- **THE DATA**:
=-=-=-=-=

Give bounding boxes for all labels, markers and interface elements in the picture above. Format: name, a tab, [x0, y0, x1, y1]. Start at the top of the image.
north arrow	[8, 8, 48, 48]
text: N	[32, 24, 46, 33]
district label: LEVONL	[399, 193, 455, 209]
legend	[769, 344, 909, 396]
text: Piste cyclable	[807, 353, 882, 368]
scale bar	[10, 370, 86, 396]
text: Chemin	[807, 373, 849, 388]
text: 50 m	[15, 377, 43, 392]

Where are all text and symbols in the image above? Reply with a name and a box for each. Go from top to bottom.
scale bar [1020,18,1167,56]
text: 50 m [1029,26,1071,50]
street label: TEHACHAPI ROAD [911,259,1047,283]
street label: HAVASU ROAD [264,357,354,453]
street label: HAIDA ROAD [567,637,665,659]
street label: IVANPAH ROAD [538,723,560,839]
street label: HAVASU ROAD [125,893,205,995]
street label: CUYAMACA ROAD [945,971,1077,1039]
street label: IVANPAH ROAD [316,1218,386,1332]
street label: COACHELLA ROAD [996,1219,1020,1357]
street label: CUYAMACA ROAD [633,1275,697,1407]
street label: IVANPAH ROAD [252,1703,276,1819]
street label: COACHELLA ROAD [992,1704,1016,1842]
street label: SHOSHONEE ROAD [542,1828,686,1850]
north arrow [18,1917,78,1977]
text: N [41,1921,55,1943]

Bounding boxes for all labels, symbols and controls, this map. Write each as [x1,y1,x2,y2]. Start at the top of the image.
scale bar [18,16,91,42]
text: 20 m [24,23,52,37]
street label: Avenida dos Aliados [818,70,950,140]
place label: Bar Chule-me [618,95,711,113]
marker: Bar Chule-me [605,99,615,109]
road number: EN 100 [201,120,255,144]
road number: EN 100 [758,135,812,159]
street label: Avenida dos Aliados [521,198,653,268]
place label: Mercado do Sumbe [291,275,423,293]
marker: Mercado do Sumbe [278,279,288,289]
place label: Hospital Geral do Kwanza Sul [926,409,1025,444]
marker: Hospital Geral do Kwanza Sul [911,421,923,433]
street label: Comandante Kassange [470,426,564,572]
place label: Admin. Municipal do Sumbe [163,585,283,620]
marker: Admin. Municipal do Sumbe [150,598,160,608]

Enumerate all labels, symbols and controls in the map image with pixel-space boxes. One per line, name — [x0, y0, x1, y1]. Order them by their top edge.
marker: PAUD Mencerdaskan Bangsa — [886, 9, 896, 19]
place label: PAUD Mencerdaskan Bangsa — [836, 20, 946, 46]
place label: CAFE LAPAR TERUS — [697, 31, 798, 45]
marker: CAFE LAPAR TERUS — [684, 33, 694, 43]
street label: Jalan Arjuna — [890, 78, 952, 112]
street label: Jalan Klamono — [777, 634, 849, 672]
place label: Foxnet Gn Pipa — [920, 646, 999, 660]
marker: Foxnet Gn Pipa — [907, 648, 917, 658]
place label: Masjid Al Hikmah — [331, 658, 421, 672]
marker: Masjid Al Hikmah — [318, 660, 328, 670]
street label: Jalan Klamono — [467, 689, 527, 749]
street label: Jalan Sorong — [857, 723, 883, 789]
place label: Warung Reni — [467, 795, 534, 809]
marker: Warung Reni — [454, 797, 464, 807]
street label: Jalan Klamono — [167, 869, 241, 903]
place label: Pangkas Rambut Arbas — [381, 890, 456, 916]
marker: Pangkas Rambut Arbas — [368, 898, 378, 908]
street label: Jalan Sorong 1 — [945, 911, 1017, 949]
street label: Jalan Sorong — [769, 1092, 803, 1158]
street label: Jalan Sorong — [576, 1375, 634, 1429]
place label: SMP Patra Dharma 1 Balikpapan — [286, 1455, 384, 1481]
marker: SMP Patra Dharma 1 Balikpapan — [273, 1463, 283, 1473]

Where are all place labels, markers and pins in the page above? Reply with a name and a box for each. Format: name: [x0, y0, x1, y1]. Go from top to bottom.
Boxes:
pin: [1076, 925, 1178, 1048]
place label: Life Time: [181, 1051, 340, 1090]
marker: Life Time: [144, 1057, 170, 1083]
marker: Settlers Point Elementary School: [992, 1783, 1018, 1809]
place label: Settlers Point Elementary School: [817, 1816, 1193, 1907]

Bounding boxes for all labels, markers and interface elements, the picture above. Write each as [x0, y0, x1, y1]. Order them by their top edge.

=-=-=-=-=

- **INSTRUCTIONS FOR THE TASK**: Every single line in the records above must be written out exactly.

- **EXERCISE OUTPUT**:
Give bounding boxes for all labels, markers and interface elements in the picture above. Format: name, a tab, [x0, y0, x1, y1]. Start at the top of the image.
north arrow	[8, 8, 48, 48]
text: N	[32, 24, 46, 33]
district label: LEVONL	[399, 193, 455, 209]
legend	[769, 344, 909, 396]
text: Piste cyclable	[807, 353, 882, 368]
scale bar	[10, 370, 86, 396]
text: Chemin	[807, 373, 849, 388]
text: 50 m	[15, 377, 43, 392]

Where are all text and symbols in the image above? Reply with a name and a box for each. Go from top to bottom.
scale bar [1020,18,1167,56]
text: 50 m [1029,26,1071,50]
street label: TEHACHAPI ROAD [911,259,1047,283]
street label: HAVASU ROAD [264,357,354,453]
street label: HAIDA ROAD [567,637,665,659]
street label: IVANPAH ROAD [538,723,560,839]
street label: HAVASU ROAD [125,893,205,995]
street label: CUYAMACA ROAD [945,971,1077,1039]
street label: IVANPAH ROAD [316,1218,386,1332]
street label: COACHELLA ROAD [996,1219,1020,1357]
street label: CUYAMACA ROAD [633,1275,697,1407]
street label: IVANPAH ROAD [252,1703,276,1819]
street label: COACHELLA ROAD [992,1704,1016,1842]
street label: SHOSHONEE ROAD [542,1828,686,1850]
north arrow [18,1917,78,1977]
text: N [41,1921,55,1943]

Bounding boxes for all labels, symbols and controls, this map. Write each as [x1,y1,x2,y2]. Start at the top of the image.
scale bar [18,16,91,42]
text: 20 m [24,23,52,37]
street label: Avenida dos Aliados [818,70,950,140]
place label: Bar Chule-me [618,95,711,113]
marker: Bar Chule-me [605,99,615,109]
road number: EN 100 [201,120,255,144]
road number: EN 100 [758,135,812,159]
street label: Avenida dos Aliados [521,198,653,268]
place label: Mercado do Sumbe [291,275,423,293]
marker: Mercado do Sumbe [278,279,288,289]
place label: Hospital Geral do Kwanza Sul [926,409,1025,444]
marker: Hospital Geral do Kwanza Sul [911,421,923,433]
street label: Comandante Kassange [470,426,564,572]
place label: Admin. Municipal do Sumbe [163,585,283,620]
marker: Admin. Municipal do Sumbe [150,598,160,608]

Enumerate all labels, symbols and controls in the map image with pixel-space boxes. One per line, name — [x0, y0, x1, y1]. Order them by their top edge.
marker: PAUD Mencerdaskan Bangsa — [886, 9, 896, 19]
place label: PAUD Mencerdaskan Bangsa — [836, 20, 946, 46]
place label: CAFE LAPAR TERUS — [697, 31, 798, 45]
marker: CAFE LAPAR TERUS — [684, 33, 694, 43]
street label: Jalan Arjuna — [890, 78, 952, 112]
street label: Jalan Klamono — [777, 634, 849, 672]
place label: Foxnet Gn Pipa — [920, 646, 999, 660]
marker: Foxnet Gn Pipa — [907, 648, 917, 658]
place label: Masjid Al Hikmah — [331, 658, 421, 672]
marker: Masjid Al Hikmah — [318, 660, 328, 670]
street label: Jalan Klamono — [467, 689, 527, 749]
street label: Jalan Sorong — [857, 723, 883, 789]
place label: Warung Reni — [467, 795, 534, 809]
marker: Warung Reni — [454, 797, 464, 807]
street label: Jalan Klamono — [167, 869, 241, 903]
place label: Pangkas Rambut Arbas — [381, 890, 456, 916]
marker: Pangkas Rambut Arbas — [368, 898, 378, 908]
street label: Jalan Sorong 1 — [945, 911, 1017, 949]
street label: Jalan Sorong — [769, 1092, 803, 1158]
street label: Jalan Sorong — [576, 1375, 634, 1429]
place label: SMP Patra Dharma 1 Balikpapan — [286, 1455, 384, 1481]
marker: SMP Patra Dharma 1 Balikpapan — [273, 1463, 283, 1473]

Where are all place labels, markers and pins in the page above? Reply with a name and a box for each. Format: name: [x0, y0, x1, y1]. Go from top to bottom.
Boxes:
pin: [1076, 925, 1178, 1048]
place label: Life Time: [181, 1051, 340, 1090]
marker: Life Time: [144, 1057, 170, 1083]
marker: Settlers Point Elementary School: [992, 1783, 1018, 1809]
place label: Settlers Point Elementary School: [817, 1816, 1193, 1907]

Bounding boxes for all labels, markers and interface elements, the picture above. Write each as [x0, y0, x1, y1]. Order them by their top edge.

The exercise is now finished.